In this project, I've implemented features in a rasterizer for scalable vector graphics (SVGs). As a quick walkthrough of the rasterization process, the rasterizer first parses input data regarding points, lines, and triangles from the provided SVG. Through a series of triangle in-tests, the rasterizer is able to determine exactly which pixels should be colored on the screen (and what color they should be) in order to accurately reflect the input data. Numerous other features have been implemented as well, including antialiasing to improve the visual quality of the rendered images by smoothing jagged lines, barycentric coordinate interpolation for color blending and rapid triangle in-testing, and various level sampling and pixel sampling methods to support texture mapping. A detailed walkthrough of each part will be provided below.


Section I: Rasterization

Part 1: Rasterizing single-color triangles

How are Triangles Rasterized?
At its core, triangle rasterization revolves around determining how to draw a triangle in abstract 3D space onto a screen of pixels (called screen space). While it isn't a perfect analogy, a screen can be thought of as a rectangular collection of a bunch of tiny squares called pixels. Triangle rasterization then reduces to determining what pixels need to be colored in to accurately draw the triangle on the screen. In other words, we need to determine what pixels fall within each triangle, since these are the pixels we want to color in on the screen. Given that we know the location of the triangle on the screen, how do we determine whether some pixel p is within the triangle we are trying to rasterize? We can perform a simple triangle in-test!

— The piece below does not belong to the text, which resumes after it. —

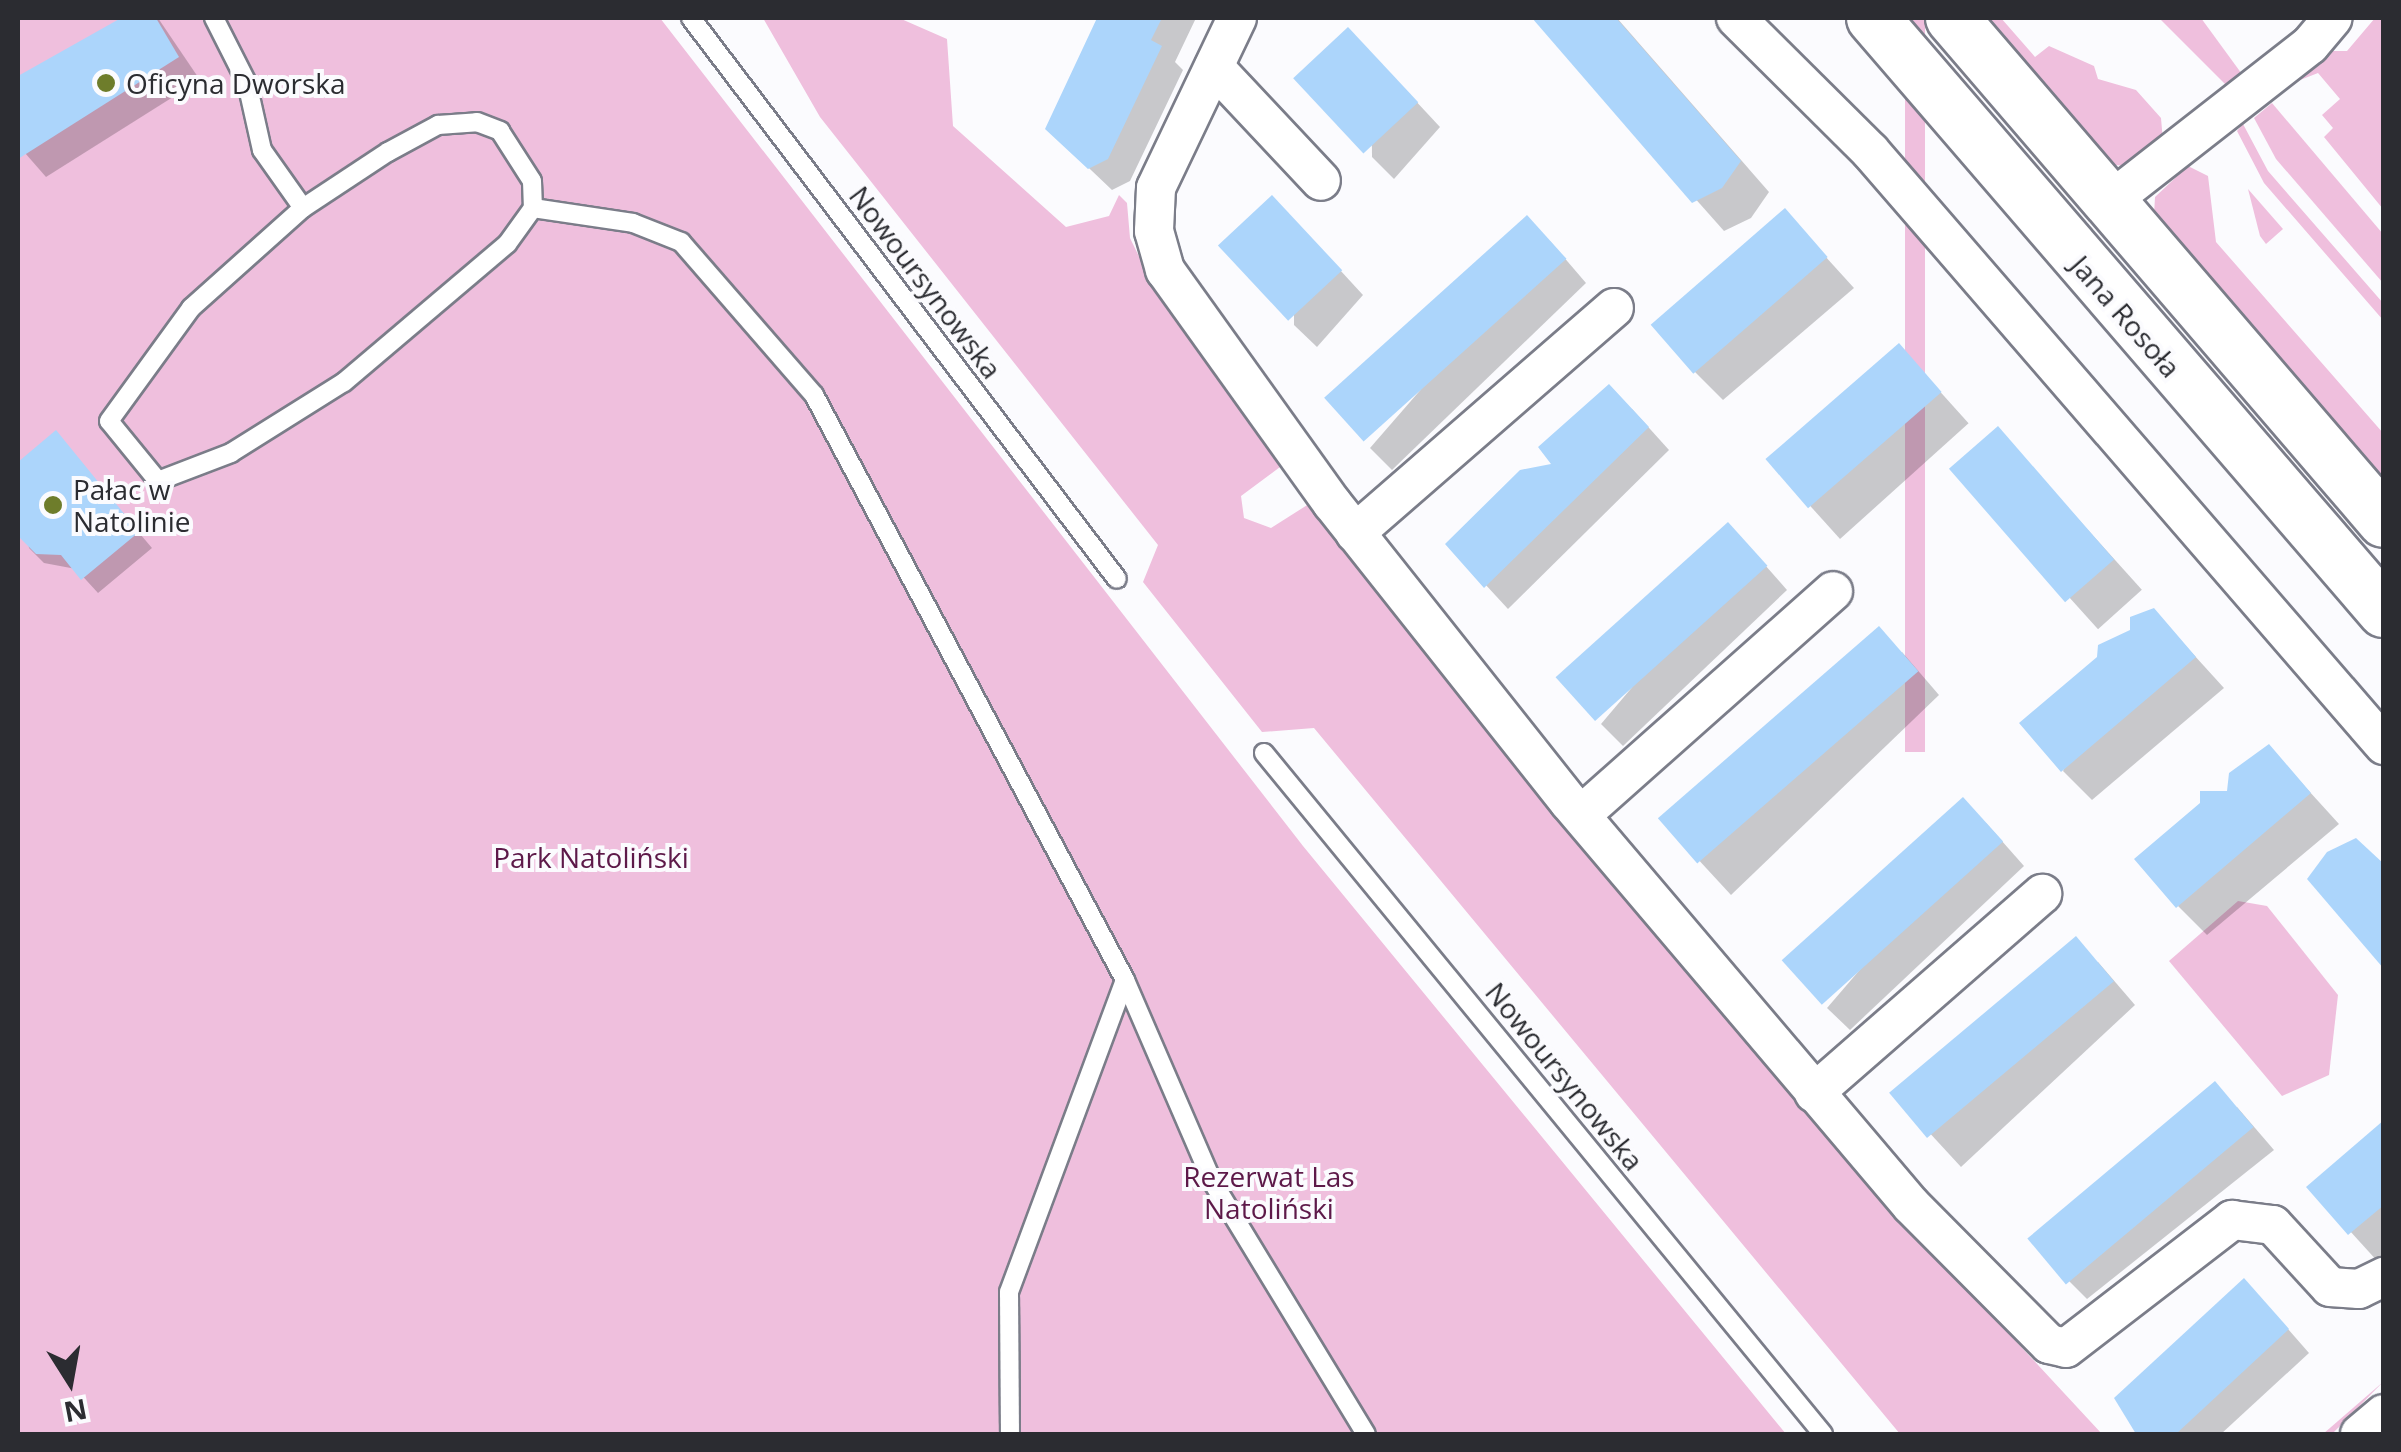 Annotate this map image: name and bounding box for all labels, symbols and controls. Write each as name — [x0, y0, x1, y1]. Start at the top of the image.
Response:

For each edge of the triangle, let's extend the line casted by the edge, and starting at an arbitrary vertex, we can choose a winding order. Given the winding order, at each vertex, we can draw a vector perpendicular to the edge-line defined by the current vertex and the next vertex in the winding order. Starting again from the first vertex in the winding order, at each vertex, draw a vector stemming from the current vertex that passes through p. Now simply take the dot product of this vector and the perpendicular vector previously defined at this vertex, and repeat for each of the vertices in the order specified by the winding order. Provided the signs of the dot products are all the same, the point is in the triangle! Otherwise, the point lies outside the triangle.

Given a specific color, any pixel that is found to be in the triangle is marked with the specified color. Other pixels are left white. This process is then repeated for every pixel in the bounding box of the triangle, defined as the smallest rectangle that fully encloses the triangle.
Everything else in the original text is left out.